(Dataset entries)
= = = =

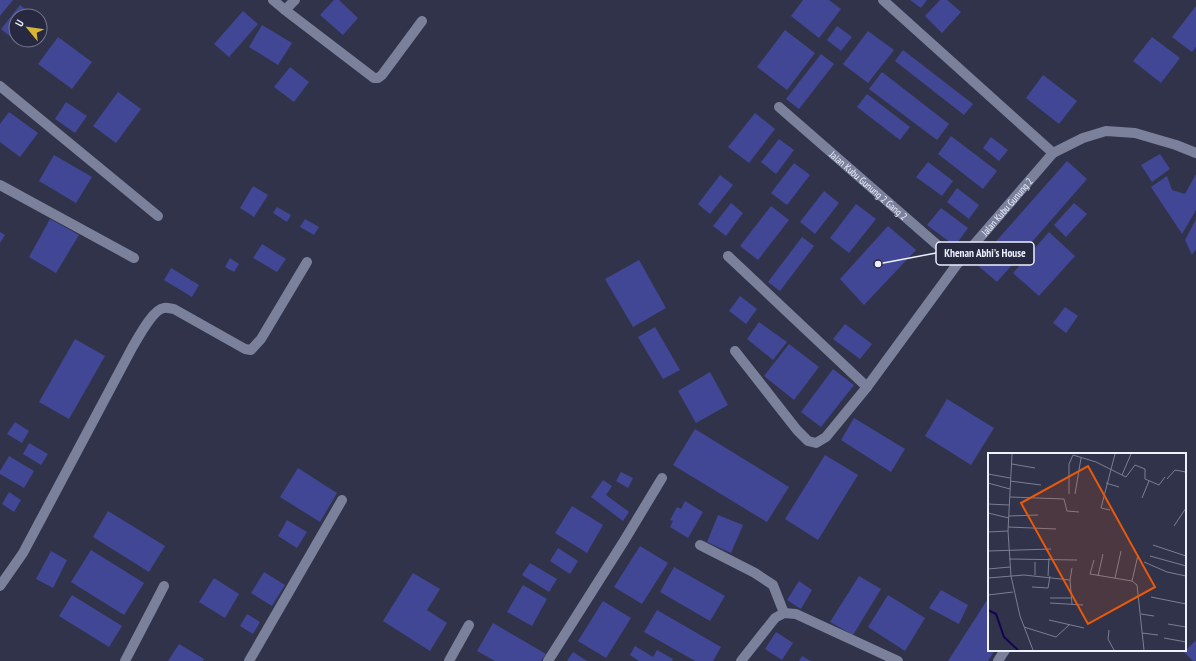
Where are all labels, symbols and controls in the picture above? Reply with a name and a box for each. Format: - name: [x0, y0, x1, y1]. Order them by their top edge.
- north arrow: [8, 8, 48, 48]
- text: U: [12, 17, 27, 29]
- street label: Jalan Kubu Gunung 2 Gang 2: [826, 148, 910, 223]
- street label: Jalan Kubu Gunung 2: [978, 175, 1036, 239]
- callout: Khenan Abhi's House: [936, 242, 1034, 265]
- text: Khenan Abhi's House: [944, 246, 1026, 260]
- inset map: [988, 453, 1186, 651]

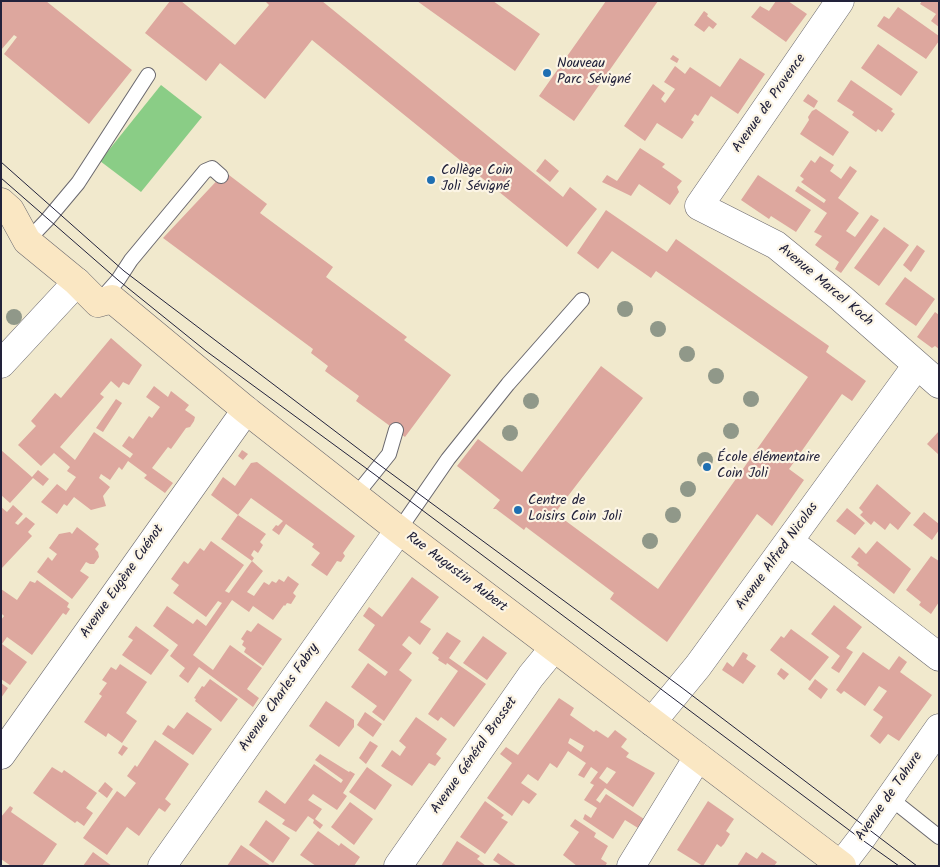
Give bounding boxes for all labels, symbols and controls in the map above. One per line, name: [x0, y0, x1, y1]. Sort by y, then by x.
street label: Avenue de Provence: [730, 51, 810, 157]
place label: Nouveau Parc Sévigné: [557, 57, 631, 90]
marker: Nouveau Parc Sévigné: [541, 67, 553, 79]
place label: Collège Coin Joli Sévigné: [441, 164, 513, 196]
marker: Collège Coin Joli Sévigné: [425, 174, 437, 186]
street label: Avenue Marcel Koch: [774, 241, 876, 331]
place label: École élémentaire Coin Joli: [717, 451, 820, 484]
marker: École élémentaire Coin Joli: [701, 461, 713, 473]
place label: Centre de Loisirs Coin Joli: [528, 494, 622, 526]
street label: Avenue Alfred Nicolas: [733, 500, 823, 614]
marker: Centre de Loisirs Coin Joli: [512, 504, 524, 516]
street label: Avenue Eugène Cuénot: [78, 522, 168, 642]
street label: Rue Augustin Aubert: [402, 530, 510, 616]
street label: Avenue Charles Fabry: [237, 641, 323, 755]
street label: Avenue Général Brosset: [428, 694, 522, 818]
street label: Avenue de Tahure: [853, 749, 927, 845]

= = = =

> **ACTIVITY**: Output the data above exactly, excluding images.

> **ANSWER TO THIS EXERCISE**:
Where are all labels, symbols and controls in the picture above? Reply with a name and a box for each. Format: - name: [x0, y0, x1, y1]. Order them by their top edge.
- north arrow: [8, 8, 48, 48]
- text: U: [12, 17, 27, 29]
- street label: Jalan Kubu Gunung 2 Gang 2: [826, 148, 910, 223]
- street label: Jalan Kubu Gunung 2: [978, 175, 1036, 239]
- callout: Khenan Abhi's House: [936, 242, 1034, 265]
- text: Khenan Abhi's House: [944, 246, 1026, 260]
- inset map: [988, 453, 1186, 651]

Give bounding boxes for all labels, symbols and controls in the map above. One per line, name: [x0, y0, x1, y1]. Sort by y, then by x.
street label: Avenue de Provence: [730, 51, 810, 157]
place label: Nouveau Parc Sévigné: [557, 57, 631, 90]
marker: Nouveau Parc Sévigné: [541, 67, 553, 79]
place label: Collège Coin Joli Sévigné: [441, 164, 513, 196]
marker: Collège Coin Joli Sévigné: [425, 174, 437, 186]
street label: Avenue Marcel Koch: [774, 241, 876, 331]
place label: École élémentaire Coin Joli: [717, 451, 820, 484]
marker: École élémentaire Coin Joli: [701, 461, 713, 473]
place label: Centre de Loisirs Coin Joli: [528, 494, 622, 526]
street label: Avenue Alfred Nicolas: [733, 500, 823, 614]
marker: Centre de Loisirs Coin Joli: [512, 504, 524, 516]
street label: Avenue Eugène Cuénot: [78, 522, 168, 642]
street label: Rue Augustin Aubert: [402, 530, 510, 616]
street label: Avenue Charles Fabry: [237, 641, 323, 755]
street label: Avenue Général Brosset: [428, 694, 522, 818]
street label: Avenue de Tahure: [853, 749, 927, 845]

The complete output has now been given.